Méthodes.- Un groupe de praticiens hospitaliers, s’est chargé de la mise au point de la méthodologie du travail de cette prospective qui s’est déroulé durant 2 mois et en trois phases : recueil des données de manière prospective pour chaque patient sur des fiches élaborées en concertation. L’analyse des résultats a permis de déterminer les critères d’inclusion et d’exclusion des fiches en différenciant les fiches avec prescriptions d’antibiotique à visée antibioprophylactique ou non. Une lecture de la littérature pour juger la conformité des décisions d’antibioprophylaxie par rapport aux recommandations spécifiques pour chaque spécialité.

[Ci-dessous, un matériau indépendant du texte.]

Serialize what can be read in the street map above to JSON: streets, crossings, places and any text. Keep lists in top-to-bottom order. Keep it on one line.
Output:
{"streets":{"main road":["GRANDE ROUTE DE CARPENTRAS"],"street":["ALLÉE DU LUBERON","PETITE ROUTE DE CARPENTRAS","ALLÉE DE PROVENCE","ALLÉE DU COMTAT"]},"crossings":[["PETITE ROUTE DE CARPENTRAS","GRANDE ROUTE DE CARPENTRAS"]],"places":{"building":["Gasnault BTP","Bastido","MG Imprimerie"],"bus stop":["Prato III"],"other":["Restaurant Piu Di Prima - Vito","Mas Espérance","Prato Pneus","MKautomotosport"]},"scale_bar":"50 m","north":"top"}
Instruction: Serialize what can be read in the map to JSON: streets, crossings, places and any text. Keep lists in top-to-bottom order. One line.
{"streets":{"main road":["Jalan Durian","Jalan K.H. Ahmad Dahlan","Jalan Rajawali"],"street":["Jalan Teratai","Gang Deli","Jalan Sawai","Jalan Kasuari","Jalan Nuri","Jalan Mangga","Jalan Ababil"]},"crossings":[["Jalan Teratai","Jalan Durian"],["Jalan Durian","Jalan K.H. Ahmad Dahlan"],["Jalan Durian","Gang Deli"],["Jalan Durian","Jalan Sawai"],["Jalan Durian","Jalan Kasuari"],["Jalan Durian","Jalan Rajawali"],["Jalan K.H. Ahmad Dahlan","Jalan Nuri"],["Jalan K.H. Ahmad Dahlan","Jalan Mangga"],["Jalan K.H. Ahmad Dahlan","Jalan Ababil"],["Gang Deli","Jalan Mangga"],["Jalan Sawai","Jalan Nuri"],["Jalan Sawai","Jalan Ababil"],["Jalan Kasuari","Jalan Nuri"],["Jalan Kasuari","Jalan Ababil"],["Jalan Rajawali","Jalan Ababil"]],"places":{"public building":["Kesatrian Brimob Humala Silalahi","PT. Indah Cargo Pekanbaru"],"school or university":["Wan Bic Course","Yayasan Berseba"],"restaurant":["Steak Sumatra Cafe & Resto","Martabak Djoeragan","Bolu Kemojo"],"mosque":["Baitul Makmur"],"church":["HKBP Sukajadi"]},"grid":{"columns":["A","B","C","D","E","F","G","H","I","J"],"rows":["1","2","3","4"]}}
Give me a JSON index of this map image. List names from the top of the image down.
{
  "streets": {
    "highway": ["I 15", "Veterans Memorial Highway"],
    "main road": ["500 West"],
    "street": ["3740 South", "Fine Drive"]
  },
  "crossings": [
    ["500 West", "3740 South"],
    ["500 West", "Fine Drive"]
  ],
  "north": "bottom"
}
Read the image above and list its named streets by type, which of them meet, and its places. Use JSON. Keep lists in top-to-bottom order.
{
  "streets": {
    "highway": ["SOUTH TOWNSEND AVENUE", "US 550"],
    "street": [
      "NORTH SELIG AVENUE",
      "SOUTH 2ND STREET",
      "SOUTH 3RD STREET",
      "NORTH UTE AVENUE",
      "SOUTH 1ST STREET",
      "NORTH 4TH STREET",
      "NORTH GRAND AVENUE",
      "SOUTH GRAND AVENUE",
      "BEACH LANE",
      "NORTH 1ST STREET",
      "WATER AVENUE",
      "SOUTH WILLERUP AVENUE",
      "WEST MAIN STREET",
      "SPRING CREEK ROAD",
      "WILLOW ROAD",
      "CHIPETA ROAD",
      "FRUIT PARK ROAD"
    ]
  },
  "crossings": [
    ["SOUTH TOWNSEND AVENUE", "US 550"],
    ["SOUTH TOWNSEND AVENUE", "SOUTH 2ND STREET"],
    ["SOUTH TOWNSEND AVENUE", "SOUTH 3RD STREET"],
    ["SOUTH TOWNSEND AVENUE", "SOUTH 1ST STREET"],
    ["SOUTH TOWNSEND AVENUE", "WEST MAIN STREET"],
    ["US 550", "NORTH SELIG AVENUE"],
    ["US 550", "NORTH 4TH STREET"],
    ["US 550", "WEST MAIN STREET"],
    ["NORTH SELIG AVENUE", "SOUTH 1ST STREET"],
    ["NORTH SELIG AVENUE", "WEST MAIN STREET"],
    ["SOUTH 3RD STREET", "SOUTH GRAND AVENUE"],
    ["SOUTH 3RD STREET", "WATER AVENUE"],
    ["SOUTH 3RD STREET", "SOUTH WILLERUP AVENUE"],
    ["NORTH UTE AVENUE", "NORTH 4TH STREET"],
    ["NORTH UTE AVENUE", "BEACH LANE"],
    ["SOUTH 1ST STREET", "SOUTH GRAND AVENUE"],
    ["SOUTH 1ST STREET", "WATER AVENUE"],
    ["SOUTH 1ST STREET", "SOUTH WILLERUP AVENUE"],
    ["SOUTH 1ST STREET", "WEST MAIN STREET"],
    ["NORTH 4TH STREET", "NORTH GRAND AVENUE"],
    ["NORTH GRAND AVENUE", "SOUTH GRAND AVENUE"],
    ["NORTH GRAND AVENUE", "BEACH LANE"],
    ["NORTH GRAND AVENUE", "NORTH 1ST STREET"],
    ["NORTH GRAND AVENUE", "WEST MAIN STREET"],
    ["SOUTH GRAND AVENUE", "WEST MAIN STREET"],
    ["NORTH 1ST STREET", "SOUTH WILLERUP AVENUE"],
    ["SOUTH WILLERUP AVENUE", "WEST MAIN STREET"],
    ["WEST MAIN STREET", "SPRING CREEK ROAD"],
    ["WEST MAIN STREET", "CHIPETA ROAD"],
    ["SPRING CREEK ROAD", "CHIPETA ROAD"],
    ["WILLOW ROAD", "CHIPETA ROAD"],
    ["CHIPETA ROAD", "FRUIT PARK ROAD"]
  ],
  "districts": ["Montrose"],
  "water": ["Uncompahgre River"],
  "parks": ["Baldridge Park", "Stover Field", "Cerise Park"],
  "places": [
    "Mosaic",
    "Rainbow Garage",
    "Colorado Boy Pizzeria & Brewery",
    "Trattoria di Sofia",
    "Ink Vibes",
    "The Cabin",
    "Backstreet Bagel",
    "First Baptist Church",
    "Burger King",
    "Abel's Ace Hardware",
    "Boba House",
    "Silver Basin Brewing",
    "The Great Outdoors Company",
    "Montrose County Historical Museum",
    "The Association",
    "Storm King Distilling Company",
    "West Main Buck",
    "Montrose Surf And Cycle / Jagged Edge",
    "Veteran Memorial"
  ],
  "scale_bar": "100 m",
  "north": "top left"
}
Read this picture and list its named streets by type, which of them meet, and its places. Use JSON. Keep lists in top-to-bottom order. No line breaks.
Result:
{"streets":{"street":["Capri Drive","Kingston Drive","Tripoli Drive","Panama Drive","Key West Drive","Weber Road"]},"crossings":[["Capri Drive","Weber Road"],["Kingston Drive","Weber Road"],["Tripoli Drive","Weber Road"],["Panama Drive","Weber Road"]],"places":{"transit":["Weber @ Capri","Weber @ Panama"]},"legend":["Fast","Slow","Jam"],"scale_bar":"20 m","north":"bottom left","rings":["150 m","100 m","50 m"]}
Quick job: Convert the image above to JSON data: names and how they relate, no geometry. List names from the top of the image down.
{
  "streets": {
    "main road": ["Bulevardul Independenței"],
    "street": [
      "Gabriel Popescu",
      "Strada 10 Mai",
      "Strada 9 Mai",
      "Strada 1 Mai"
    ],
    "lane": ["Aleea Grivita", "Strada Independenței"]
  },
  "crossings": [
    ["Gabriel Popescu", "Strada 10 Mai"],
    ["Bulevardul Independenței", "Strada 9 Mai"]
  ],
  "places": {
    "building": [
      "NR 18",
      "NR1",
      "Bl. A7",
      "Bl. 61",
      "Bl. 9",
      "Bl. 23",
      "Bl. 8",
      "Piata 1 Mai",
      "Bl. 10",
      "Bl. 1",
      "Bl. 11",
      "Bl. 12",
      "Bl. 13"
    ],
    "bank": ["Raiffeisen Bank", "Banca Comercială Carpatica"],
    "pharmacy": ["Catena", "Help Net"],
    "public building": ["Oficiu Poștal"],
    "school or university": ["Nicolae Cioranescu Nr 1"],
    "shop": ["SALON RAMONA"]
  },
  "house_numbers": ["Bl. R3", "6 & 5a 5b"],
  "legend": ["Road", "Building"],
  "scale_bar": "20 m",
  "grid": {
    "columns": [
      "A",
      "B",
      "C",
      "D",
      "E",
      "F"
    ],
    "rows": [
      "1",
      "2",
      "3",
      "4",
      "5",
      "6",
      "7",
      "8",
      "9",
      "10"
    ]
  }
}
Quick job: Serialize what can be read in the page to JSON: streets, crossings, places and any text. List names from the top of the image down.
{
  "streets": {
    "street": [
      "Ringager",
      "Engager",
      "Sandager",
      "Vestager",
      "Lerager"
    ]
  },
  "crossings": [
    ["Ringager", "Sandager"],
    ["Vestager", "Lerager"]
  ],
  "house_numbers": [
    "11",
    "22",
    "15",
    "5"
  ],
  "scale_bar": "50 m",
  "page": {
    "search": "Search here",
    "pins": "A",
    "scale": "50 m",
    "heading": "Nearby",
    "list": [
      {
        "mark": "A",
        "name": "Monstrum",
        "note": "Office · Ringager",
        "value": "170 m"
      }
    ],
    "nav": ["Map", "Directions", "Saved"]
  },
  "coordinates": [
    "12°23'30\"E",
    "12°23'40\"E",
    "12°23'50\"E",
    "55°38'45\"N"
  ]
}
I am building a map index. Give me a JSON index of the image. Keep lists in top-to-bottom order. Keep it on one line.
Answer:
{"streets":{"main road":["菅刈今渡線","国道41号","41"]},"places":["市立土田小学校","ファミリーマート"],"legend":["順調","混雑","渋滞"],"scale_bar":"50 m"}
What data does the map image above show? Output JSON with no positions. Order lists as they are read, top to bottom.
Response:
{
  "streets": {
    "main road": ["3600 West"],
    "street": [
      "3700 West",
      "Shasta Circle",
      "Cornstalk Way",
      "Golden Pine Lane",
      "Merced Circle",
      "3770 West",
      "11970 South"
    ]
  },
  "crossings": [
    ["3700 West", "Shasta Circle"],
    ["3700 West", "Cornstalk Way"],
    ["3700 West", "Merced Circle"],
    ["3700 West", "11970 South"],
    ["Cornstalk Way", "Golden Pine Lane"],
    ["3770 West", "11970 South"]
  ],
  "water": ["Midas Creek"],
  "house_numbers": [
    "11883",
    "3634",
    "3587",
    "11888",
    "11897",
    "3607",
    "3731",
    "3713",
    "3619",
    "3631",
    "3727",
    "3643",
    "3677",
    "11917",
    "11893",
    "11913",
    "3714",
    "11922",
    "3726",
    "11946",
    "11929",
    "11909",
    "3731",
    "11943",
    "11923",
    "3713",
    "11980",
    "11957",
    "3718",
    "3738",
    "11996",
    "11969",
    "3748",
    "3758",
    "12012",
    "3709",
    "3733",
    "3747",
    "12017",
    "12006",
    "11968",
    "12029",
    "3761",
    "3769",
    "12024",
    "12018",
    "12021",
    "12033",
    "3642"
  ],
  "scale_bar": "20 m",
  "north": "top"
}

Résultat.- L’analyse des résultats de cette étude a montré que parmi les interventions ayant été répertoriés au cours de la période d’étude, la nephrolithotomie percutanée et l’urétéroscopie ont représenté respectivement 46 % des cas et 12 % des cas. Le taux de conformité aux recommandations de l’indication de l’antibioprophylaxie a été de 70 % [dans 59 cas était recommandée et a eu lieu et dans 4 cas n’était pas recommandée et n’a pas eu lieu]. Non – conformes aux recommandations dans 30 % des cas [dans 11 cas par excès et dans 16 cas par défaut].

Conclusion.- Notre étude a permis d’évaluer la qualité des prescriptions en antibioprophylaxie. Certaines discordances dans nos pratiques ont été observées et nous ont poussées à l’élaboration des protocoles locaux en accord avec les recommandations internationales existantes, leur validation par le comité de lutte contre les infections nosocomiales, la veille à leur diffusion et à leur application.